Distributed programming has several basic common architectures: client-server, peer-to-peer, distributed objects, clustering, and grid computing. These architectures are not all mutually exclusive, and particular implementations may be combinations of these architectures.
- In the client-server scheme, client code requests data from the server, and input to the client is sent back to the server when the client makes any changes. This is the most common architecture.
- In the peer-to-peer scheme, there is no particular machine providing a service or managing the network resources. All responsibilities are uniformly distributed among the machines on the network.
- Distributed objects are software modules that exist on multiple computers throughout the network but are designed to work together. A program running on one machine sends a message to an object on a remote machine to perform some processing. The results are sent back to the calling machine. There are no distinctions between clients and servers with distributed objects, although logically it is still a client-server system and any machine may be both a client and a server at the same time.
- Clustering refers to a set of tightly integrated computers that run the same processes in parallel. Tasks are subdivided and the subdivisions are run on individual machines. The individual results are then assembled to produce the final result. Clustering differs from other kinds of distributed computing in that clustered computers are usually much more tightly coupled. Clustering is a way to construct a kind of "supercomputer" from a group of similar machines over a LAN. Clusters are centrally controlled and often the node machines don't even have keyboards or monitors. These nodes exist strictly to share their resources for the processes allocated by the server.
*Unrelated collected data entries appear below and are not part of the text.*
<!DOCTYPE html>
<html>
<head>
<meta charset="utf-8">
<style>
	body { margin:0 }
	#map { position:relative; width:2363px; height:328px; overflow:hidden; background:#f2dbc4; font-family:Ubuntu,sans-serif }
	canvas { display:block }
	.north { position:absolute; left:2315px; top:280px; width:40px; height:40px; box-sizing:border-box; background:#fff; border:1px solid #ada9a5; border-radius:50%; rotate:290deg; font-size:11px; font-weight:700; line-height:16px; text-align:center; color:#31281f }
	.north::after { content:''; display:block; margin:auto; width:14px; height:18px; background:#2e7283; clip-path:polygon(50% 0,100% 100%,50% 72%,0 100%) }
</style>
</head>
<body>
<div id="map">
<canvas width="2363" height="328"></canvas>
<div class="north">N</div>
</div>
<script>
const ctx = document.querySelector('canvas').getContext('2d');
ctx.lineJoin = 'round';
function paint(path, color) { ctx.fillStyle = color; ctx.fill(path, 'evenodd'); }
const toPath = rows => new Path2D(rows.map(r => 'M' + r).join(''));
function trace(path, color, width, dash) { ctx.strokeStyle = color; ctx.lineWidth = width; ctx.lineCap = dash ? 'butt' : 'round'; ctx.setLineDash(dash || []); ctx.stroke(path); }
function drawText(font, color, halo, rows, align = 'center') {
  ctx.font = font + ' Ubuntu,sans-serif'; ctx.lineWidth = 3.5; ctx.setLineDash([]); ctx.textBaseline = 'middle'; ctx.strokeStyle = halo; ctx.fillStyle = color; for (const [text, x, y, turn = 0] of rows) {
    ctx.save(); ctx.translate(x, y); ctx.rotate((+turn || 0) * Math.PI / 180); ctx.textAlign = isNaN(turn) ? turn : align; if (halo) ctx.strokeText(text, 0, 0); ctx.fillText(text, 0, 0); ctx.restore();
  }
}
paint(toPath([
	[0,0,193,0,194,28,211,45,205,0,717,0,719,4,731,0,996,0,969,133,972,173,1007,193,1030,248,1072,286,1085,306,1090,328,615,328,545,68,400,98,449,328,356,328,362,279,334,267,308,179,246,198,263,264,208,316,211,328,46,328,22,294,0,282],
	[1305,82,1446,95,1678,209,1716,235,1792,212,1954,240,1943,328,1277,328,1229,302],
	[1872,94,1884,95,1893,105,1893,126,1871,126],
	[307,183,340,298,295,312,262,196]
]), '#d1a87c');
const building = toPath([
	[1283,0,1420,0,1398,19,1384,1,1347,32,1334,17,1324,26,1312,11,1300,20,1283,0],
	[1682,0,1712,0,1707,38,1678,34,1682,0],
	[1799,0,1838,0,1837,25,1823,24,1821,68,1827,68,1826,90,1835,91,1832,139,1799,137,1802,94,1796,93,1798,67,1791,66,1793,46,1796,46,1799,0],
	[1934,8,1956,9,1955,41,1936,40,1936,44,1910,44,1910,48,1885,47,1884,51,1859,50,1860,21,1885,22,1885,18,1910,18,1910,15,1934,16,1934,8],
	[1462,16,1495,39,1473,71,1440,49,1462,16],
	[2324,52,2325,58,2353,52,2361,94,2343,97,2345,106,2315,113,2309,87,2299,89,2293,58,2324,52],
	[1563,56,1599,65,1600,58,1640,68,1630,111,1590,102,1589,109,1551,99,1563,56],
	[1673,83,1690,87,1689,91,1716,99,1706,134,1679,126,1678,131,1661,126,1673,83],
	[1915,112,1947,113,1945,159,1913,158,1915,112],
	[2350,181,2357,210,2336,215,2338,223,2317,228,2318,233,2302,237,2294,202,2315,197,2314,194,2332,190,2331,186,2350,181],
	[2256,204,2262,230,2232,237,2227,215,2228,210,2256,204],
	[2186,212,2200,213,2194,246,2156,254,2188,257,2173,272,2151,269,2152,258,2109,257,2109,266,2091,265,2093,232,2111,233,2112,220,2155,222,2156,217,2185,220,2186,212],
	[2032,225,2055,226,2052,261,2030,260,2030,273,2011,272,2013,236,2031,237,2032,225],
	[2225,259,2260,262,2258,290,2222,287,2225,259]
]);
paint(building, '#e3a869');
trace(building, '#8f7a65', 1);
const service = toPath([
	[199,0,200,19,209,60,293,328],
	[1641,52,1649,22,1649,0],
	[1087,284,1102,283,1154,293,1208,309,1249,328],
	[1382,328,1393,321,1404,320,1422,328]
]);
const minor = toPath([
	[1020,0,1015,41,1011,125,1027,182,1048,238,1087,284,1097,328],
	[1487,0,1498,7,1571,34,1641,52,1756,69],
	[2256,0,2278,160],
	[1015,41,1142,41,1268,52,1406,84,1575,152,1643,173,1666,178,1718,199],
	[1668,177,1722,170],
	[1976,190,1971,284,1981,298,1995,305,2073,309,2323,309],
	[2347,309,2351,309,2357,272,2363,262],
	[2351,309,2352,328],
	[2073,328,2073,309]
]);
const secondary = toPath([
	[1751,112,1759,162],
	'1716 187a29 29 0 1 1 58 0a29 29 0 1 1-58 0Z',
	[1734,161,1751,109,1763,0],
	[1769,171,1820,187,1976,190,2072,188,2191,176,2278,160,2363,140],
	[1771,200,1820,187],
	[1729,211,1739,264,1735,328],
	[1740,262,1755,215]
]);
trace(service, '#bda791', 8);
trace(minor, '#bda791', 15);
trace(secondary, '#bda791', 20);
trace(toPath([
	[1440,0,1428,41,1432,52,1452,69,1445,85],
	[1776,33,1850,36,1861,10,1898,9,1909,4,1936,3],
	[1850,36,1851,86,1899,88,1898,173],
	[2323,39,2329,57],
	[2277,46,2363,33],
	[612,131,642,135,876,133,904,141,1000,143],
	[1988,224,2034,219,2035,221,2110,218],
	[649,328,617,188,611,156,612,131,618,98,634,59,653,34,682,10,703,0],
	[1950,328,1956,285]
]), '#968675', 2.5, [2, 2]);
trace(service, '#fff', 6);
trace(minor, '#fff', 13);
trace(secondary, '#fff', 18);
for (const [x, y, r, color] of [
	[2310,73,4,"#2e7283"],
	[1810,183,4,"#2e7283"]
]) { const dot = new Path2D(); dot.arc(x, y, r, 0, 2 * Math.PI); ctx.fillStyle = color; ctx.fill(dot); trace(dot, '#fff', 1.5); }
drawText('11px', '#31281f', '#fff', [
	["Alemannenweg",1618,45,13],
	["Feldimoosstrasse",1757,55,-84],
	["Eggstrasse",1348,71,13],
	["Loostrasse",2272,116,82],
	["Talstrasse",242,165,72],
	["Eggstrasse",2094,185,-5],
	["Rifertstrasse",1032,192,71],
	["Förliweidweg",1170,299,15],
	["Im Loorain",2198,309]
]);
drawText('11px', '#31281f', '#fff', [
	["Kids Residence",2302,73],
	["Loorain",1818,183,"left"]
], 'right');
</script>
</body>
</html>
- A computer grid utilizes the resources of many separate machines connected by a large network to solve process-intensive problems. Where a cluster is a logical client-server model, a grid is more like a peer-to-peer model that shares resources as well as files. This scheme often uses the Internet to access many widely dispersed computers to solve problems that would normally require the use of a supercomputer. An example of this is the SETI@home project (setiathome.berkeley.edu) that uses idle time on thousands of computers throughout the world to help analyze data from radio telescopes as part of an effort to search for extraterrestrial life.
There are three common strategies for implementing a communications scheme in client-server architectures (Table 2). These are presented in the order of oldest and most standard to newest and most modular. Berkeley sockets (or just "sockets") are the earliest version we discuss, followed by RPC, and then RMI. The latter two strategies are both based upon sockets yet remove some of the management overhead normally required by sockets.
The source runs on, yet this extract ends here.